This is partly a suggestion, and partly a query to the DF folks about the best way to do it.
So, all this talk about vampires has me thinking about some of the stuff that Toady hasn't yet talked about dealing with: can't enter without invitation, repelled by the cross, by garlic, can't cross running water. I think Toady wants vampires to be procedurally generated such that all of the things involved in real legends are at least possible, but sort of randomly determined.
Of course, there's vulnerabilities, but it's not like anybody's going to have a +garlic halberd+ right?
So I was starting to think about pathing restrictions for certain creatures-- cursed creatures, for sure, maybe other creatures.
There's loads of awesome stuff you could do with this, that would lead to fun discovery in-game: like the vampires in your world can't stand fisher berries, that they can't stand images of two flasks or of Zuglar contemplating (because the image of the cross stuff isn't really appropriate), that they can't walk over running water, can't walk over running magma, can't go through an unopened door, can't walk over a piccolo-- you get the picture, it could be cool figuring out what you needed to do, and discovering some accidental sanctuary.

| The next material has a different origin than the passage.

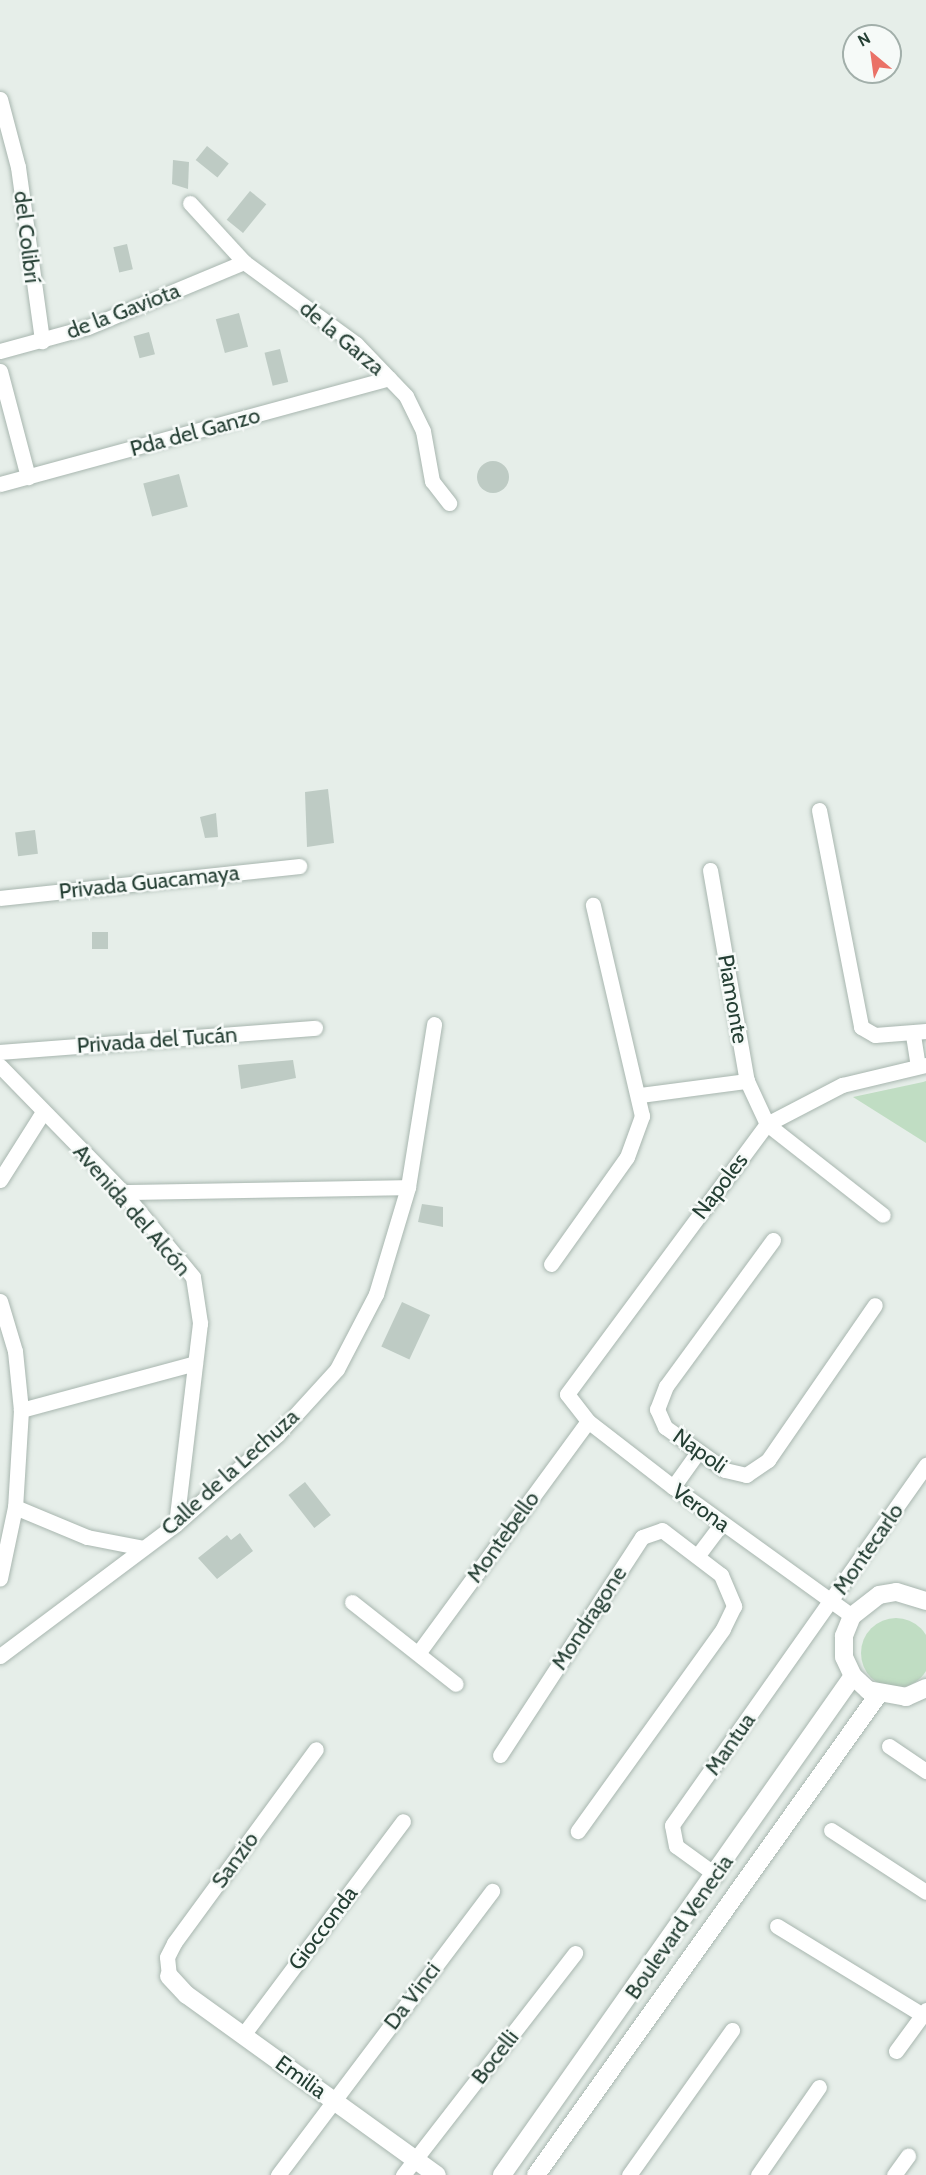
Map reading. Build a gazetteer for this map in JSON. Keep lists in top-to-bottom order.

But the part that I was thinking about was the details. Could you do some kind of pathing cost? That would make it so vampires could be forced over garlic, but they'd take almost any other route in preference. Could you just ban a certain creature from a square, make him jump back and recalculate path? That seems like it might be problematic if there were two bane squares next to each other, with the vampire just pathing alternately between them uselessly. Could you treat bane squares as locked doors, impassible, not to be pathed through? Not sure how pathing works, if it would be difficult to notify each square of a "do not path vampires" every time you dropped some garlic on it.
And what about combat? Would carrying fisher berries make the vampire jump back, fail in all attacks? It would be uncommon enough in dwarf mode, but exploitable in adventurer mode-- once you learned the secret, at least. Maybe it should be exploitable? Should it just autofail vampire charges, as they can't enter your square? Or should it have no effect?
I think this has the potential to be really interesting, the sort of thing that makes a player feel smart when he or she figures it out and exploits it. It's not just about vampires-- i think bogeymen and clowns would both benefit from procedurally generated banes like this. I mean, how cool would it be to realize that your engravings formed a tiny square of protection? (Now all you have to do is get your dwarves to stay there.) It would also have the potential to draw flavorful things (crafts, images, etc) into gameplay. An amulet might suddenly become very important to a player, depending on what it depicted.